**DATA TO USE**
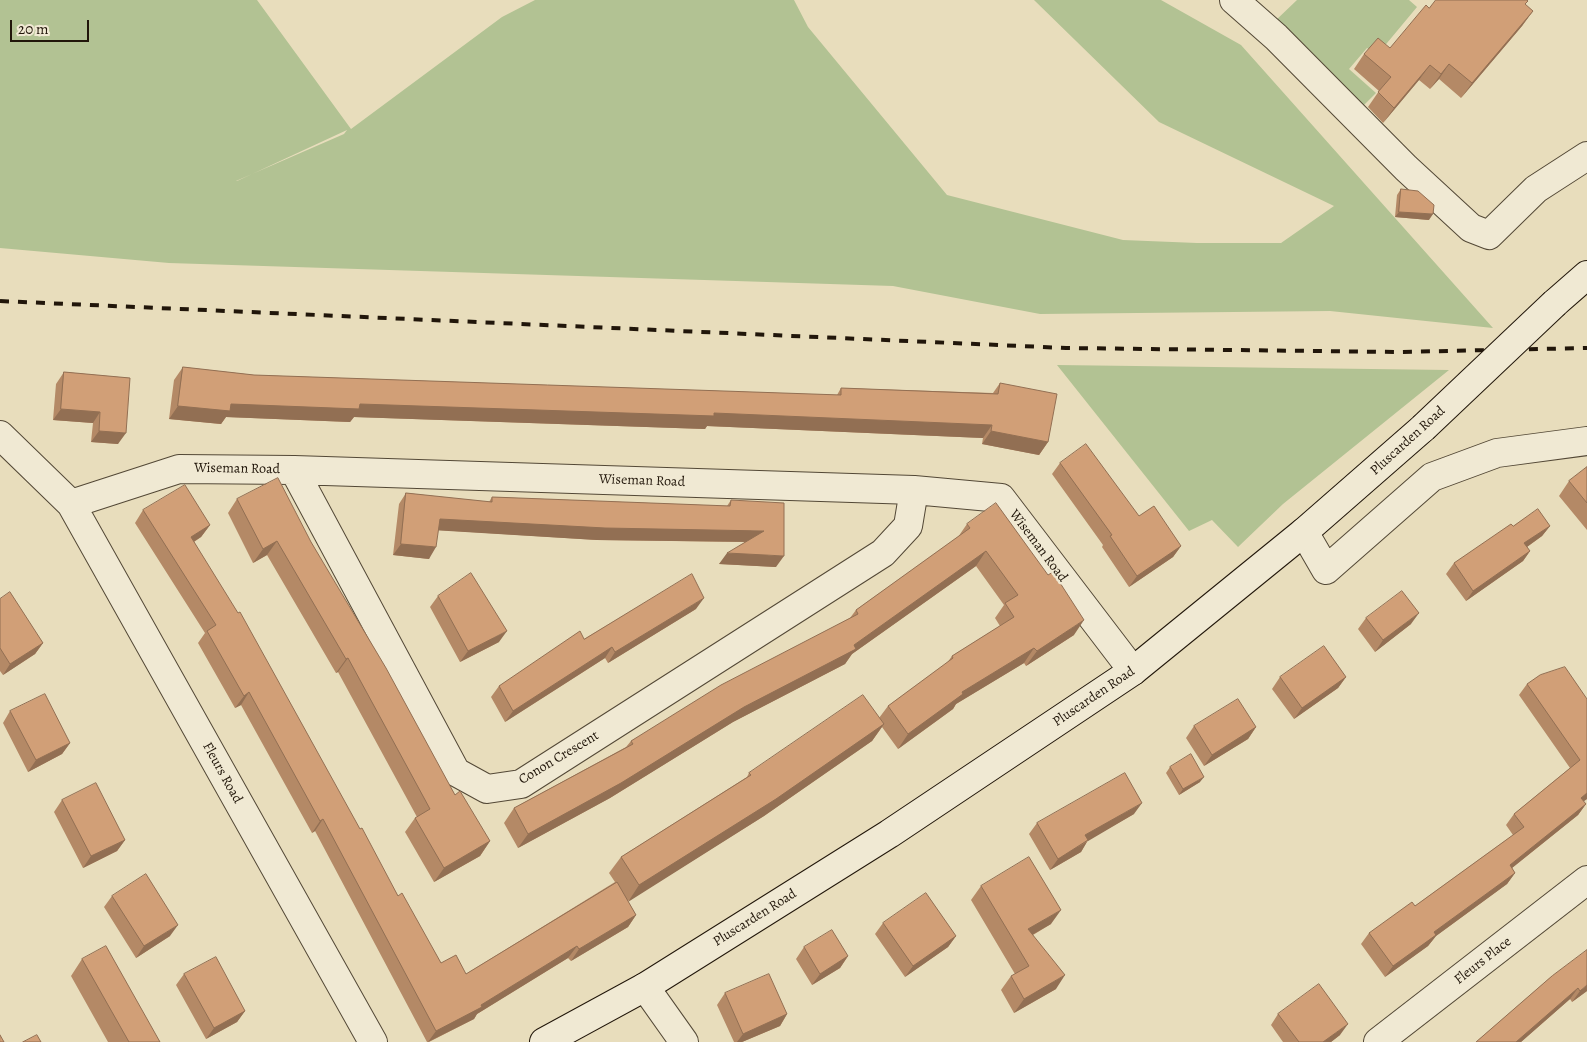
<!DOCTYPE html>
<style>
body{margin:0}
#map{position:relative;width:1587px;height:1042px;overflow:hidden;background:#e8ddbc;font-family:Alegreya,serif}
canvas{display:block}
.scale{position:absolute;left:10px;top:20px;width:79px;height:22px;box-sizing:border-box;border:2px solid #21160a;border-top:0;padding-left:6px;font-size:15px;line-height:18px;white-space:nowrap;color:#21160a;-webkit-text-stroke:4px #f0e9d3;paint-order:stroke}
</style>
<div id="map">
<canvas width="1587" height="1042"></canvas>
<div class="scale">20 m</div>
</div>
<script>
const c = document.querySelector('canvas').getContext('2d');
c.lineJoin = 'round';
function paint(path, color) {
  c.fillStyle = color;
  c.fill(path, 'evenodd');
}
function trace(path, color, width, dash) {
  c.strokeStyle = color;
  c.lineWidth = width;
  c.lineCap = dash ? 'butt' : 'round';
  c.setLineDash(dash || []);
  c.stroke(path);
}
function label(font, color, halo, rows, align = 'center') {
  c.font = font + ' Alegreya,serif';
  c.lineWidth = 5;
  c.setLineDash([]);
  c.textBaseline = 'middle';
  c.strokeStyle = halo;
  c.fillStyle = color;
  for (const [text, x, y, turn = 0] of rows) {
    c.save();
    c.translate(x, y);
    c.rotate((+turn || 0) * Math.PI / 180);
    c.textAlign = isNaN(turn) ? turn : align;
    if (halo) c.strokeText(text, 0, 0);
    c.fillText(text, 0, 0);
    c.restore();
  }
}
const green = new Path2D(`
 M0 0H257L351 129 502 17 535 0H794L808 27 947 195 1123 240 1197 243H1281L1334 206 1159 122 1034 0H1161L1241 45 1493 328 1330 311 1040 314 893 286 169 263 0 248ZM347 130 344 134 236 181H237Z
 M1297 0H1409L1417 7 1377 55 1367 48 1349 69 1376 93 1360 109 1274 22Z
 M1057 365 1449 370 1283 504 1238 547 1212 520 1189 531Z`);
const minor = new Path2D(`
 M1234 0 1276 37 1406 168 1471 228 1489 235 1536 189 1587 156
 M0 435 71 504 373 1042
 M294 470 456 772 487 789 521 784 883 553 908 526 914 490
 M71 504 179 469 294 470 914 490 1001 498 1133 671
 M1304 532 1326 570 1432 477 1497 453 1587 441
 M645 987 684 1042
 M1378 1042 1587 880`);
const secondary = new Path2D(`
 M1555 303 1587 275
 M544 1042 645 987 889 834 1133 671 1304 532 1423 428`);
const rail = new Path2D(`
 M0 301 1066 348 1398 352 1587 348`);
const secondaryBridge = new Path2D(`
 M1423 428 1555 303`);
const wall = new Path2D(`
 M1525 5 1533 11 1522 26 1461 98 1439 79 1430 89 1419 80 1383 123 1368 107 1379 91 1354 69 1364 54 1390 48 1429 8Z
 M1401 189 1429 220 1395 217 1397 195Z
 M183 367 254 375 837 395 841 388 993 393 1000 383 1048 442 1039 455 982 444 983 438 707 426 705 429 354 417 350 422 226 417 221 424 169 419 174 380Z
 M64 372 130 378 118 444 91 442 93 423 53 420 56 384Z
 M1060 463 1181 546 1173 557 1129 587 1102 547 1103 545 1052 474Z
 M1587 467V530L1559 496 1569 481Z
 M406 493 489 502 492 497 727 506 731 500 776 567 719 564 745 542 597 540 438 530 429 559 393 555 399 504Z
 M237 499 311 542 455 795 490 841 480 856 434 882 405 832 415 818 417 817 338 672 336 673 267 555 253 563 228 513Z
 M143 510 210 525 201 537 194 542 398 896 441 963 466 974 615 882 609 873 621 857 747 777 749 773 879 718 888 706 947 663 952 656 1000 626 995 618 1004 605 976 566 852 654 845 664 733 722 610 798 518 848 504 823 514 808 626 747 631 741 850 618 856 610 958 537 967 524 1074 635 1026 666 1024 663 956 704 953 709 898 749 882 727 872 741 764 816 628 901 636 915 628 927 571 961 568 958 477 1014 474 1019 429 1042H427L315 831 312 833 241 705 235 708 198 643 205 633 135 523Z
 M1513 526H1550L1542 536 1527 547 1530 551 1523 561 1466 601 1446 574 1454 563Z
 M438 596 499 642 460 662 430 607Z
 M0 599 43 643 35 654 3 675 0 671Z
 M696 609 608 663 605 658 505 722 491 697 499 686 584 639Z
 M1366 618 1411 624 1375 652 1358 629Z
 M1280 677H1346L1338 688 1294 719 1272 689Z
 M1527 684 1587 699V799L1583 801 1586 804 1578 815 1512 868 1515 873 1507 884 1436 936 1428 946 1385 977 1361 944 1369 933 1415 906 1513 835 1506 825 1514 814 1570 768 1519 695Z
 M10 711 70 743 62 754 28 772 3 723Z
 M1194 726 1256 727 1248 739 1204 766 1186 738Z
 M1170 767 1200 782 1179 795 1166 773Z
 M62 800 125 840 117 851 83 868 54 812Z
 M1134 814 1088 840 1081 852 1050 870 1029 834 1037 823Z
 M981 886 1051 924 1033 935 1056 989 1014 1013 1001 990 1011 976 1015 974 971 900Z
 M112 896 170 936 136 958 104 907Z
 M883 923 956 936 948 947 905 977 875 934Z
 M804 947 848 956 840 968 812 985 796 959Z
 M82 959 160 1042H108L71 976Z
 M184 974 245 1011 237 1022 206 1039 176 985Z
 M1552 976 1587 991 1572 1002 1570 999 1521 1042H1476Z
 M725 993 787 1014 780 1026 742 1042H734L717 1005Z
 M1278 1014 1340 1035 1331 1042H1283L1271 1025Z`);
const shadedWall = new Path2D(`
 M1533 11 1522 26 1461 98 1472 83Z
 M1449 64 1439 79 1430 89 1441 74Z
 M1430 65 1419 80 1383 123 1394 108Z
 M1399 212 1433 214 1429 220 1395 217Z
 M231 404H360L714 413 992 425 983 438 707 426 705 429 354 417 350 422 226 417 221 424 169 419 178 406Z
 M61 409 100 412 93 423 53 420Z
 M99 431 126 433 118 444 91 442Z
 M991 431 1048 442 1039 455 982 444Z
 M440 519 764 531 756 542 597 540 432 530Z
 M210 525 201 537 182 549 191 537Z
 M1550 526 1542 536 1517 554 1524 543Z
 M277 541 267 555 253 563 263 549Z
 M401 544 436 547 429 559 393 555Z
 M1181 546 1173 557 1129 587 1137 576Z
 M986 551 976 566 852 654 845 664 733 722 610 798 518 848 528 834 744 707 854 645Z
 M1530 551 1523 561 1466 601 1473 591Z
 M727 553 784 556 776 567 719 564Z
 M704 598 696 609 608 663 615 652Z
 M1419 613 1411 624 1375 652 1383 640Z
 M1084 620 1074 635 1026 666 1037 651Z
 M507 631 499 642 460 662 468 651Z
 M43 643 35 654 3 675 10 664Z
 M612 647 605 658 505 722 513 711Z
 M1034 648 1024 663 956 704 953 709 898 749 908 734 962 692Z
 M348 658 338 672 336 673 346 659Z
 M1346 677 1338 688 1294 719 1302 708Z
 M249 692 241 705 235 708 244 696Z
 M884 724 872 741 764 816 628 902 639 885Z
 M1256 727 1248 739 1204 766 1212 755Z
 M70 743 62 754 28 772 36 760Z
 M1204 777 1200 782 1179 795 1183 789Z
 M1587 793V799L1573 809 1581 798Z
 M1142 803 1134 814 1078 847 1085 835Z
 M1586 804 1578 815 1502 876 1510 865Z
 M323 819 315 831 312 833 320 821Z
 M125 840 117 851 83 868 91 856Z
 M1088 840 1081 852 1050 870 1058 859Z
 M490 841 480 856 434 882 444 868Z
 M1515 873 1507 884 1436 936 1428 946 1385 977 1393 966 1434 932Z
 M1061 910 1051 924 1018 943 1028 929Z
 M636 915 628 927 571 961 579 949Z
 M178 925 170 936 136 958 144 946Z
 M956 936 948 947 905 977 913 966Z
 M577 946 568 958 477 1014 474 1019 428 1042 436 1031 481 1005Z
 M848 956 840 968 812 985 820 974Z
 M1065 975 1056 989 1014 1013 1024 999Z
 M1587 985V991L1572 1002 1580 991Z
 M1578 988 1570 999 1521 1042H1516Z
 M245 1011 237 1022 206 1039 214 1028Z
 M787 1014 780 1026 742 1042H737L743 1034Z
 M1348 1024 1340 1035 1331 1042H1323Z`);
const building = new Path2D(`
 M1436 0H1527L1528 1 1525 4 1533 11 1472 83 1449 64 1441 74 1430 65 1394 108 1378 92 1391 77 1364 54 1378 38 1390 48 1426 5 1429 8Z
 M1401 189 1418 191 1434 205 1433 214 1399 212Z
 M183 367 254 375 841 395V388L998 394 1000 383 1057 394 1048 442 991 431 992 425 714 413V416L360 404 359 409 231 404 230 411 178 406Z
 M64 372 130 378 126 433 99 431 100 412 61 409Z
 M1086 444 1139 516 1154 506 1181 546 1137 576 1110 536 1112 535 1060 463Z
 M1587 467V503L1569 481Z
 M278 478 311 542 386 668 455 795 460 791 490 841 444 868 415 818 430 809 348 658 346 659 277 541 263 549 237 499Z
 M185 485 210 525 191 537 238 613 240 612 360 829 362 828 398 896 402 893 441 963 456 955 466 974 617 882 636 915 579 949 577 946 481 1005 482 1007 436 1031 323 819 320 821 249 692 244 696 207 631 216 625 143 510Z
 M406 493 492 502V497L730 506 731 500 784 503V556L727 553 764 531 605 528 440 519 436 547 401 544Z
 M996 503 1048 575 1053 572 1084 620 1037 651 1034 648 962 692 963 694 908 734 888 706 953 658 952 656 1014 617 1005 603 1018 595 986 551 854 645 856 649 744 707 621 783 528 834 514 808 633 744 631 741 721 685 858 614 856 610 970 528 967 524Z
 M1538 509 1550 526 1524 543 1530 551 1473 591 1454 563 1511 524 1513 526Z
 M471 573 507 631 468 651 438 596Z
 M692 574 704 598 615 652 612 647 513 711 499 686 580 631 584 639Z
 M1402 591 1419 613 1383 640 1366 618Z
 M10 592 43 643 10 664 0 648V599Z
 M1324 646 1346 677 1302 708 1280 677Z
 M1565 667 1587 699V793L1581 798 1586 804 1510 865 1515 873 1434 932 1436 935 1393 966 1369 933 1412 902 1415 906 1524 827 1514 814 1580 760 1527 684 1540 675Z
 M45 694 70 743 36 760 10 711Z
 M863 695 884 724 776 799 639 885 621 857 751 775 749 773Z
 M1238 699 1256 727 1212 755 1194 726Z
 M1191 754 1204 777 1183 789 1170 767Z
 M1125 773 1142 803 1085 835 1088 840 1058 859 1037 823Z
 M96 783 125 840 91 856 62 800Z
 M1029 857 1061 910 1028 929 1065 975 1024 999 1011 976 1029 966 981 886Z
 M146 874 178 925 144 946 112 896Z
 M926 893 956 936 913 966 883 923Z
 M832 930 848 956 820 974 804 947Z
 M106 946 160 1042H129L82 959Z
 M1587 950V985L1580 991 1578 988 1516 1042H1476L1552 976Z
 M216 957 245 1011 214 1028 184 974Z
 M769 974 787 1014 743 1034 725 993Z
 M1319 984 1348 1024 1323 1042H1299L1278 1014Z
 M0 1035 4 1042H0Z
 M37 1035 41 1042H23Z`);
const streetNames = [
 ["Pluscarden Road",1408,441,-42],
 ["Wiseman Road",237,469,1],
 ["Wiseman Road",642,481,2],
 ["Wiseman Road",1038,546,53],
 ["Pluscarden Road",1094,697,-34],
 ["Conon Crescent",559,758,-31],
 ["Fleurs Road",222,773,61],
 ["Pluscarden Road",755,918,-32],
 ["Fleurs Place",1483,961,-38]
];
paint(green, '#b2c293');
trace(minor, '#534836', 30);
trace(secondary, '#21160a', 30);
trace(minor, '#f0e9d3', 28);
trace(secondary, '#f0e9d3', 28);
trace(rail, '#21160a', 4, [9, 9]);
trace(secondaryBridge, '#21160a', 30, []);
trace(secondaryBridge, '#f0e9d3', 28);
paint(wall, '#b48966');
paint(shadedWall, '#926f53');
paint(building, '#d19f77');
trace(building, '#926f53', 1);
label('14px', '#21160a', '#f0e9d3', streetNames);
</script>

**ACTION ITEM**
When a line among the entries above contains "strokeStyle", copy it.

**RESULT**
  c.strokeStyle = color;
  c.strokeStyle = halo;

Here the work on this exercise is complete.